Microchip SAML10/11 Xplained Pro Evaluation Kits - Review

Table of contents

RoadTest: Microchip SAML10/11 Xplained Pro Evaluation Kits

Author: sparkytau

Creation date:

Evaluation Type: Development Boards & Tools

Did you receive all parts the manufacturer stated would be included in the package?: True

What other parts do you consider comparable to this product?: I imagine it would be similar to the KL82Z from NXP, and similar to the TI SimpleLink platform (minus the network connectivity)

What were the biggest problems encountered?: Finding proper documentation (my fault I'm sure), keeping track of which pin was which. I also had issues with getting the IDE to work, but I suspect that was a conflict with other development tools I had on that machine.

Detailed Review:

Before I begin, I’d like to thank the element14 and those involved in the Road Test for allowing me to do a run through of the SAML10/L11 Xplained Pro platform.  Secondly, I need to apologize. The author of this amazing review at the time of this writing had a very interesting month- an incident with a broken water pipe, dead cell phone, toasted laptop, fried logic analyzer (and oscilloscope) kind of left me in a bit of a pickle.    Most of the photos, code, logs and pretty screenshots I had were unfortunately lost in my re-creation of the Great Flood….
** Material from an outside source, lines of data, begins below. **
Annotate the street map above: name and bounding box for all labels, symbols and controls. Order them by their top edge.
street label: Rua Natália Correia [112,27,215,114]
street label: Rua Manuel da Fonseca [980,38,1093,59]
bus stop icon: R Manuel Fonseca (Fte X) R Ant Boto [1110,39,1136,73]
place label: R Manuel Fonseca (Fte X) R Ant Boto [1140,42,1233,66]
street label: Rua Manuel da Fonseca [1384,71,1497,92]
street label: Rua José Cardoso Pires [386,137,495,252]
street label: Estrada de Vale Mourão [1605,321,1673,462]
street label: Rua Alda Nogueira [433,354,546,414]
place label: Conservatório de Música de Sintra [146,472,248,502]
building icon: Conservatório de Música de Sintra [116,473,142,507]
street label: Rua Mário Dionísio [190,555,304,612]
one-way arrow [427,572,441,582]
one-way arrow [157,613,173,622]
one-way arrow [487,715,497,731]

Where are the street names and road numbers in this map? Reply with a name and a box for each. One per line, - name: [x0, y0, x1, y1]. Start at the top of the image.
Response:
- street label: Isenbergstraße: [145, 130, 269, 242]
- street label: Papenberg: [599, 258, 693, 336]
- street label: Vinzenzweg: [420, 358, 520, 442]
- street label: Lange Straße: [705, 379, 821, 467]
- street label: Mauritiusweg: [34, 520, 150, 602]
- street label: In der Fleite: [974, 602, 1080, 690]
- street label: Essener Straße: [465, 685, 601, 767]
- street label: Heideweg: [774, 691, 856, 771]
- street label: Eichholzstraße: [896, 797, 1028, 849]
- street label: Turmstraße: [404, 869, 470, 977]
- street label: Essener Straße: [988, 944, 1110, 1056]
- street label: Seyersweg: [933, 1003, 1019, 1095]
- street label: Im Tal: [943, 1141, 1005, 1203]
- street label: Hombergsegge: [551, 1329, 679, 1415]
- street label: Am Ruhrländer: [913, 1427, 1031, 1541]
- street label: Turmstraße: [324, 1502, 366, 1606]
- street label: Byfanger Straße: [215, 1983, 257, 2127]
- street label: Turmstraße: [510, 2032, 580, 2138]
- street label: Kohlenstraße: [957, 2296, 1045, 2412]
For what it is worth, I ran the L10 through its paces and was able to get it to perform really quite well with very little optimization on my part  The first ‘real’ project I ran on it was a classic of mine, a stress test of the UART and SPI lines, recording data from an external device to a SD card.  The test went beautifully and was dramatically faster than what I was used to (Granted, this is my first ARM microcontroller) and used dramatically less energy than I anticipated for the task.  It was by far the winner as far as performance, energy use and temperature of the uC, but alas, the photos, setup and results were lost, as well as the first (extremely well written) version of this review.  As a man of science I can not expect you to take my word for any of this.  That being said, I was able to recover some bits and pieces and tried to do the best I could with what time I had left.  Annnddd now back to the review...

 

I typically like to start these sorts of test drives/reviews with a quick introduction and unboxing, just so that we are all on the same page.  I’ve worked with just about every computer system out there (Amiga, Solaris, AS/400, Windows, MacOS… you get the idea). I have spent a good part of my professional life in IT and in embedded hardware design.  I started with the glorious PIC MCU’s, later I moved onto the Motorola/Freescale 86HC line, did a bit with the ATMega series, and as of late have been working a lot with the TI MSP430 platform. The SAML series is, therefore, my introduction into the world of ARM.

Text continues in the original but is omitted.